• _TRY IT_: Within these entries, which lines include the string "rows"? Copy each one.

• _DATASET CONTENT_:
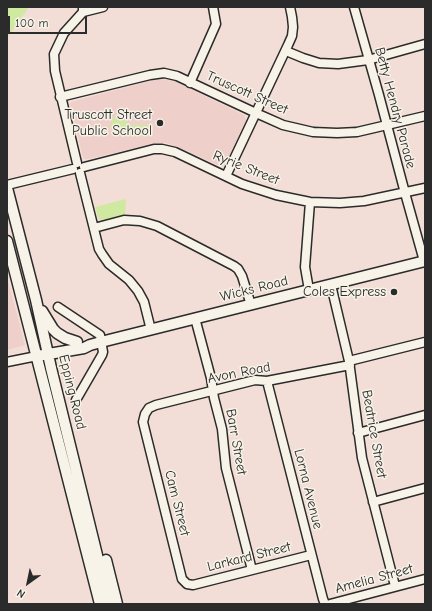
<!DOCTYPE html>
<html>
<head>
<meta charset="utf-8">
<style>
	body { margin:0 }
	#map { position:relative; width:432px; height:611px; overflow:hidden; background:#f2ded6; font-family:"Comic Neue",sans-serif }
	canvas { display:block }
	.frame { position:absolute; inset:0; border:8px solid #2b2b2b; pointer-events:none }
	.north { position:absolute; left:8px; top:563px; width:40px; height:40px; -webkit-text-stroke:3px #f7f3e8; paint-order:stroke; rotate:213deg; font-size:11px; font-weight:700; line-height:16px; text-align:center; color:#2b2b2b }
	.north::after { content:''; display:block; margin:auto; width:14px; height:18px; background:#2b2b2b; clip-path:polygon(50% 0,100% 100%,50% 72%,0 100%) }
	.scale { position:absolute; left:8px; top:16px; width:79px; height:18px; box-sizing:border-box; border:2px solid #2b2b2b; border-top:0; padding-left:5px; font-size:12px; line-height:14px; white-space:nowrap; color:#2b2b2b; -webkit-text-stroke:3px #f7f3e8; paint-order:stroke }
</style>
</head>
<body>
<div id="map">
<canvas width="432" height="611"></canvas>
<div class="frame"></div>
<div class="north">N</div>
<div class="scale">100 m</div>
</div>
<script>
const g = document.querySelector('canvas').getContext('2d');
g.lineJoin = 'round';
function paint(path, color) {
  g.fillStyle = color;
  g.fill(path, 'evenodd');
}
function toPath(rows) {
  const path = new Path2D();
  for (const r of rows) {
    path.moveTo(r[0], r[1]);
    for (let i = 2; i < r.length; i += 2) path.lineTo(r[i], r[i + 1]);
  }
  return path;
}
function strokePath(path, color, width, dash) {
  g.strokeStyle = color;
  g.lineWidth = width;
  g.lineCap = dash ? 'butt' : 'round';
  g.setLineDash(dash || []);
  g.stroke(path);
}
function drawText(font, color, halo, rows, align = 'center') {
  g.font = font + ' "Comic Neue",sans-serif';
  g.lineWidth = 3;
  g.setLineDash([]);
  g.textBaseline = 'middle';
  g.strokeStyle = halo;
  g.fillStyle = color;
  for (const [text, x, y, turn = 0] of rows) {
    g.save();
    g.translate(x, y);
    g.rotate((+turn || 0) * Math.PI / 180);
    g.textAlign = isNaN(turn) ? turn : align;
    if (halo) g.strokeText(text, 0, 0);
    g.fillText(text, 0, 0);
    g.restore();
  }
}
paint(toPath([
	[161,79,174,81,244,115,246,120,225,165,220,166,178,147,167,143,155,143,88,159,84,159,83,157,70,104,71,102,154,80],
	[7,277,25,345,7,350]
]), '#efcfc9');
paint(toPath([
	[7,7,29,7,7,38],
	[114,117,129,123,126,133,110,128],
	[130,125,149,125,149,136,130,136],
	[126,199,125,215,103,220,99,219,95,207]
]), '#cfe9a0');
const minor = toPath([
	[354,7,379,95,405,193,424,261],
	[83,12,103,7],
	[286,51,303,58,319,63,338,64,368,60,425,44],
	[190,83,216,24,213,7],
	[60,97,150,75,164,73,177,76,256,113,283,125,313,132,337,133,357,132,387,125,425,116],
	[77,163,55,71,54,54,64,33,83,12,83,7],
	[84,167,154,149,162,149,175,152,242,184,276,195,310,202,340,203,364,201,425,188],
	[80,173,99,249,102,254,109,264,129,280,138,291,144,302,151,330],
	[226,176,288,45,292,36,293,27,292,17,290,7],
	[7,185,73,169],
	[94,228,124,220,140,221,157,226,234,266,238,269,242,276,251,305],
	[331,285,349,361,362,458,395,586],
	[309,290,305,267,310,202],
	[58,307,100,335,103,352,102,355,76,400],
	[195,318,211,378,214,398,222,429,226,468,252,570],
	[349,361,425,342],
	[7,362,37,356],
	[267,381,323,599,325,604],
	[358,433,425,415],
	[373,502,425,488],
	[311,555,193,585,187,584,182,579,143,422,145,414,149,408,156,405,255,380,267,381,350,365],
	[330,604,425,579]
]);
const major = toPath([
	[7,188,36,300,51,368,109,604],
	[7,241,100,604],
	[42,311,53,329,57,333,65,338,77,342],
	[37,356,84,348,90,345,101,342,425,261],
	[106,560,117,604]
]);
strokePath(minor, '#2b2b2b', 11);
strokePath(major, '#2b2b2b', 13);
strokePath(minor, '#f7f3e8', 8);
strokePath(major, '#f7f3e8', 10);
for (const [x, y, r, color] of [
	[160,123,4,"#2b2b2b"],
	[394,292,4,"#2b2b2b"]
]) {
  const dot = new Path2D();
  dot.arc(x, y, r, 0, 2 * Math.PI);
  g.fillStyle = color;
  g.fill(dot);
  strokePath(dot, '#f7f3e8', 1.5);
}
drawText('14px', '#2b2b2b', '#f7f3e8', [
	["Truscott Street",247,93,24],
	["Betty Hendry Parade",395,108,75],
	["Ryrie Street",246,168,22],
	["Wicks Road",254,289,-14],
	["Avon Road",239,373,-11],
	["Epping Road",72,392,76],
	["Beatrice Street",374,434,80],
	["Barr Street",236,442,80],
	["Lorna Avenue",308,489,76],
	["Cam Street",177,503,76],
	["Larkard Street",249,557,-14],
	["Amelia Street",374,579,-15]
]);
drawText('14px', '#2b2b2b', '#f7f3e8', [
	["Truscott Street",152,115],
	["Public School",152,131],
	["Coles Express",386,292]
], 'right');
</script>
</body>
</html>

• _FINISHED EXERCISE_:
function toPath(rows) {
  for (const r of rows) {
function drawText(font, color, halo, rows, align = 'center') {
  for (const [text, x, y, turn = 0] of rows) {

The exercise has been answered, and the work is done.